Tracy Freeman, Judi Gallagher, Kathryn Brass- Piper, Tina Bossy-Freeman at South Beach Food Festival in Miami

If there’s a common thread in this issue, it’s simple: good food, good people, and a reason to linger.

For this issue of Edible Sarasota, we leaned into all of it, beginning with an evening out on the water with Red Boat Tours on Anna Maria Island. Champagne in hand, the Gulf showing off at sunset, and not a single reason to rush— it was a gentle reminder that sometimes the best moments are the simplest ones, especially when shared with good people and something delicious within reach. Come aboard with us.

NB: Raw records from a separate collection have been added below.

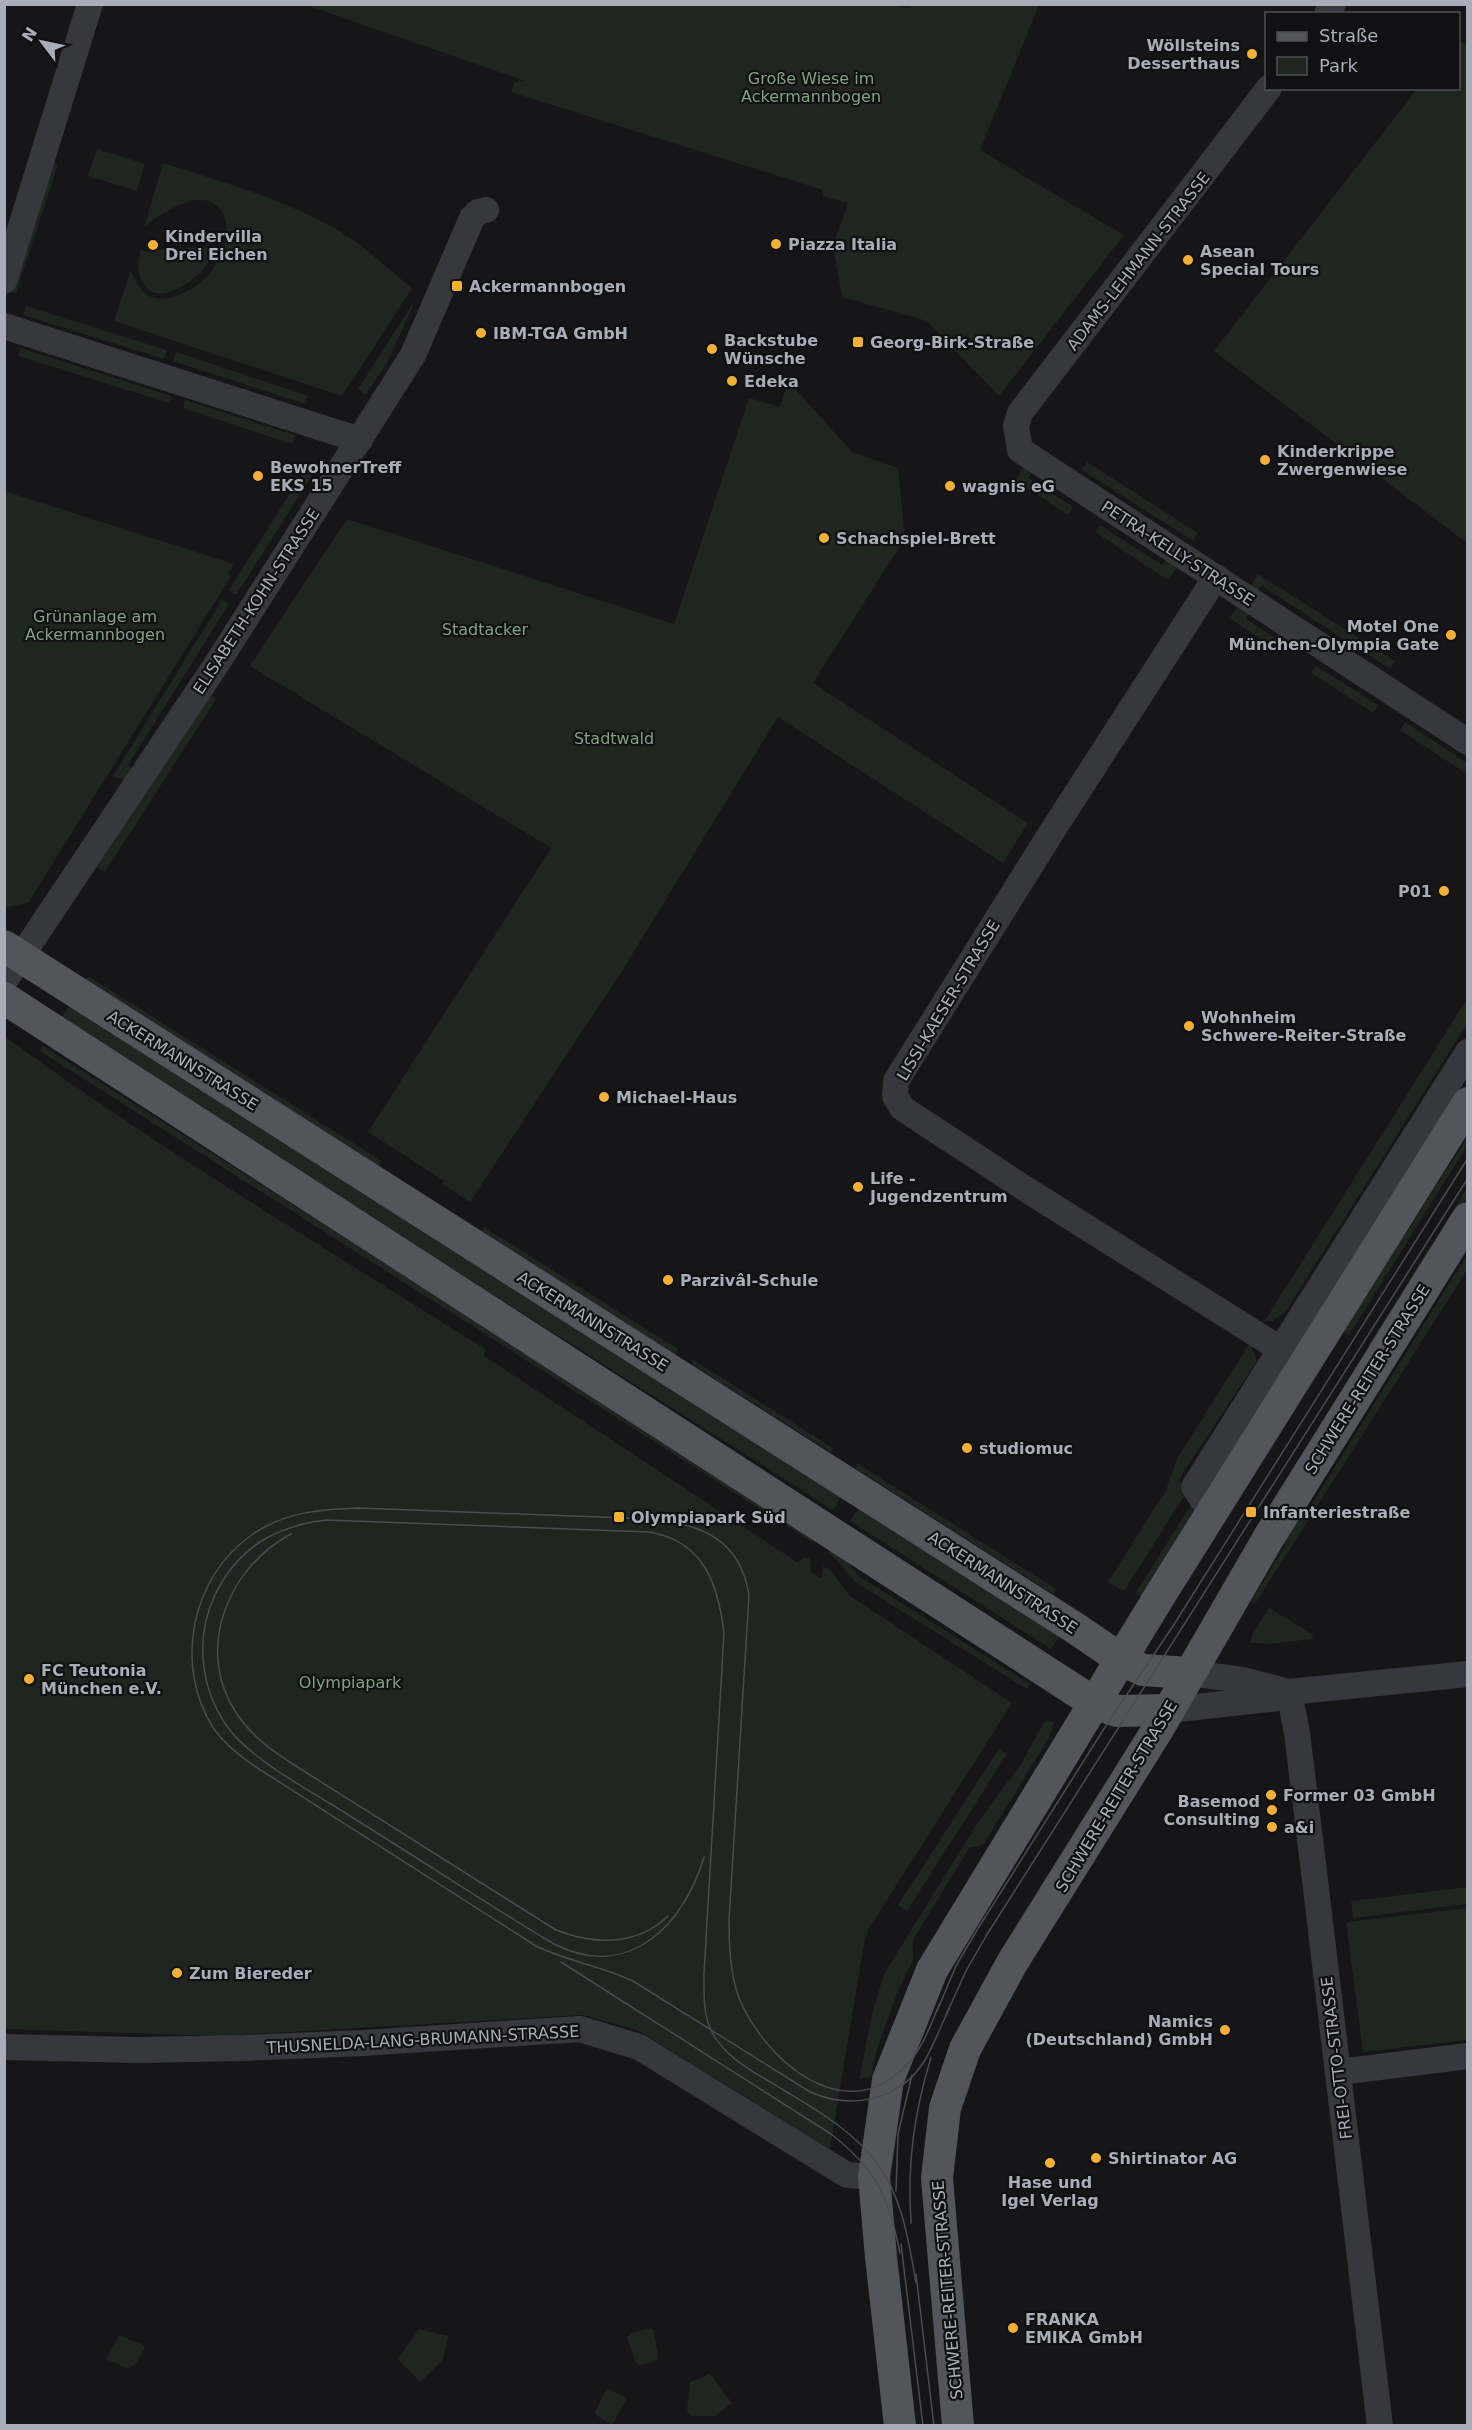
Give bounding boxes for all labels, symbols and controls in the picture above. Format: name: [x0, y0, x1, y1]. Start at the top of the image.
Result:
north arrow: [12, 12, 72, 72]
legend: [1265, 12, 1460, 90]
text: N: [18, 24, 41, 45]
text: Straße: [1319, 25, 1378, 46]
place label: Wöllsteins Desserthaus: [1127, 36, 1240, 73]
marker: Wöllsteins Desserthaus: [1245, 47, 1259, 61]
text: Park: [1319, 55, 1358, 76]
park label: Große Wiese im Ackermannbogen: [741, 69, 881, 106]
street label: ADAMS-LEHMANN-STRASSE: [1063, 168, 1214, 354]
place label: Kindervilla Drei Eichen: [165, 227, 268, 264]
place label: Piazza Italia: [788, 235, 897, 254]
marker: Piazza Italia: [769, 237, 783, 251]
marker: Kindervilla Drei Eichen: [146, 238, 160, 252]
place label: Asean Special Tours: [1200, 242, 1319, 279]
marker: Asean Special Tours: [1181, 253, 1195, 267]
place label: Ackermannbogen: [469, 277, 626, 296]
marker: Ackermannbogen: [450, 279, 464, 293]
place label: IBM-TGA GmbH: [493, 324, 628, 343]
marker: IBM-TGA GmbH: [474, 326, 488, 340]
place label: Backstube Wünsche: [724, 331, 818, 368]
place label: Georg-Birk-Straße: [870, 333, 1034, 352]
marker: Georg-Birk-Straße: [851, 335, 865, 349]
marker: Backstube Wünsche: [705, 342, 719, 356]
place label: Edeka: [744, 372, 799, 391]
marker: Edeka: [725, 374, 739, 388]
place label: Kinderkrippe Zwergenwiese: [1277, 442, 1407, 479]
marker: Kinderkrippe Zwergenwiese: [1258, 453, 1272, 467]
place label: BewohnerTreff EKS 15: [270, 458, 402, 495]
marker: BewohnerTreff EKS 15: [251, 469, 265, 483]
place label: wagnis eG: [962, 477, 1055, 496]
marker: wagnis eG: [943, 479, 957, 493]
street label: PETRA-KELLY-STRASSE: [1098, 497, 1258, 610]
street label: ELISABETH-KOHN-STRASSE: [189, 505, 324, 698]
place label: Schachspiel-Brett: [836, 529, 996, 548]
marker: Schachspiel-Brett: [817, 531, 831, 545]
park label: Grünanlage am Ackermannbogen: [25, 607, 165, 644]
place label: Motel One München-Olympia Gate: [1229, 617, 1439, 654]
park label: Stadtacker: [442, 620, 529, 639]
marker: Motel One München-Olympia Gate: [1444, 628, 1458, 642]
park label: Stadtwald: [574, 729, 654, 748]
place label: P01: [1398, 882, 1432, 901]
marker: P01: [1437, 884, 1451, 898]
street label: LISSI-KAESER-STRASSE: [893, 917, 1004, 1084]
street label: ACKERMANNSTRASSE: [104, 1006, 262, 1115]
place label: Wohnheim Schwere-Reiter-Straße: [1201, 1008, 1406, 1045]
marker: Wohnheim Schwere-Reiter-Straße: [1182, 1019, 1196, 1033]
place label: Michael-Haus: [616, 1088, 737, 1107]
marker: Michael-Haus: [597, 1090, 611, 1104]
place label: Life - Jugendzentrum: [869, 1169, 1008, 1206]
marker: Life - Jugendzentrum: [851, 1180, 865, 1194]
street label: ACKERMANNSTRASSE: [514, 1267, 672, 1376]
place label: Parzivâl-Schule: [680, 1271, 818, 1290]
marker: Parzivâl-Schule: [661, 1273, 675, 1287]
street label: SCHWERE-REITER-STRASSE: [1301, 1281, 1434, 1478]
place label: studiomuc: [979, 1439, 1073, 1458]
marker: studiomuc: [960, 1441, 974, 1455]
place label: Infanteriestraße: [1263, 1503, 1411, 1522]
marker: Infanteriestraße: [1244, 1505, 1258, 1519]
place label: Olympiapark Süd: [631, 1508, 786, 1527]
marker: Olympiapark Süd: [612, 1510, 626, 1524]
street label: ACKERMANNSTRASSE: [925, 1527, 1081, 1638]
place label: FC Teutonia München e.V.: [41, 1661, 162, 1698]
marker: FC Teutonia München e.V.: [22, 1672, 36, 1686]
park label: Olympiapark: [299, 1673, 402, 1692]
street label: SCHWERE-REITER-STRASSE: [1052, 1697, 1181, 1895]
place label: Former 03 GmbH: [1283, 1786, 1436, 1805]
marker: Former 03 GmbH: [1264, 1788, 1278, 1802]
place label: Basemod Consulting: [1164, 1792, 1260, 1829]
marker: Basemod Consulting: [1265, 1803, 1279, 1817]
place label: a&i: [1284, 1818, 1314, 1837]
marker: a&i: [1265, 1820, 1279, 1834]
place label: Zum Biereder: [189, 1964, 312, 1983]
marker: Zum Biereder: [170, 1966, 184, 1980]
street label: FREI-OTTO-STRASSE: [1317, 1975, 1356, 2140]
place label: Namics (Deutschland) GmbH: [1025, 2012, 1213, 2049]
street label: THUSNELDA-LANG-BRUMANN-STRASSE: [265, 2022, 580, 2057]
marker: Namics (Deutschland) GmbH: [1218, 2023, 1232, 2037]
place label: Shirtinator AG: [1108, 2149, 1237, 2168]
marker: Shirtinator AG: [1089, 2151, 1103, 2165]
marker: Hase und Igel Verlag: [1043, 2156, 1057, 2170]
place label: Hase und Igel Verlag: [1001, 2173, 1099, 2210]
street label: SCHWERE-REITER-STRASSE: [928, 2179, 967, 2400]
place label: FRANKA EMIKA GmbH: [1025, 2310, 1143, 2347]
marker: FRANKA EMIKA GmbH: [1006, 2321, 1020, 2335]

And speaking of delicious, this issue is going to make you hungry—in the best way.

From a talented young cheesemonger at Morton’s Market bringing fresh energy (and seriously good cheese) to the scene, to peanuts you can’t stop reaching for, cookies that disappear faster than you’d like to admit, and spiked pickles with just the right punch—these are among the distinctive flavors that define our community. Add in a growing local spirits scene (Shark Tooth vodka reflects both creativity and place), and you start to see the full picture: Sarasota isn’t just a place to eat, it’s a place to discover.

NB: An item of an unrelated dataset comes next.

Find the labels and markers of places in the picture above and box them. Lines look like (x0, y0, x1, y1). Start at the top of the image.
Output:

That spirit of discovery is what inspired a new series we’re especially excited about: Faces in Food. It’s a celebration of the people behind what we eat and drink—the growers, makers, chefs, and visionaries who bring it all to life. These are the stories behind the stories, and they deserve a spotlight.

This issue also calls for a moment to pause.

We say goodbye to two culinary figures who left a lasting mark on our community: Judi Gallagher and Geordie Rauch. Judi was more than a presence—she was a feeling. She welcomed everyone with open arms, turned meals into celebrations, and somehow made every table feel like the place you most wanted to be. There were countless meals, a lot of laughter, and always a reason to order one more thing.

Geordie helped put Sarasota’s craft beer scene on the map through Calusa Brewing, creating beers that felt as local and thoughtful as the community that gathered around them. Calusa isn’t just a brewery—it is a meeting place, a reflection of what happens when passion and place come together. His impact will be felt every time a glass is raised in this town.

Their absence is deeply felt, but so is the legacy they leave behind.

As always, this issue is a reflection of where we are right now—what we’re growing, cooking, sharing, and celebrating. It’s about connection, community, and the joy of gathering around the table.

We’re so glad you’re here—and maybe go ahead and order one more thing for the table.

Tracy Freeman
Editor, Edible Sarasota

There are worse business plans than “let’s bake cookies and see what happens.”
Everything old is new again—though, if we’re being honest, some things never stopped working in the first place.
Leadership doesn’t always announce itself with a shout; sometimes, it quietly takes root.
Turning surplus into sustenance
At just 30 years old, Brooke Johnson is already carving out a niche in Sarasota’s culinary scene.
Why are these so good?
The world has felt a lot quieter
She was a friend, a champion, and a constant source of warmth.
Why would anyone in their right business mind make another vodka?
Using Florida’s freshest seasonal produce, combined with the best local beers.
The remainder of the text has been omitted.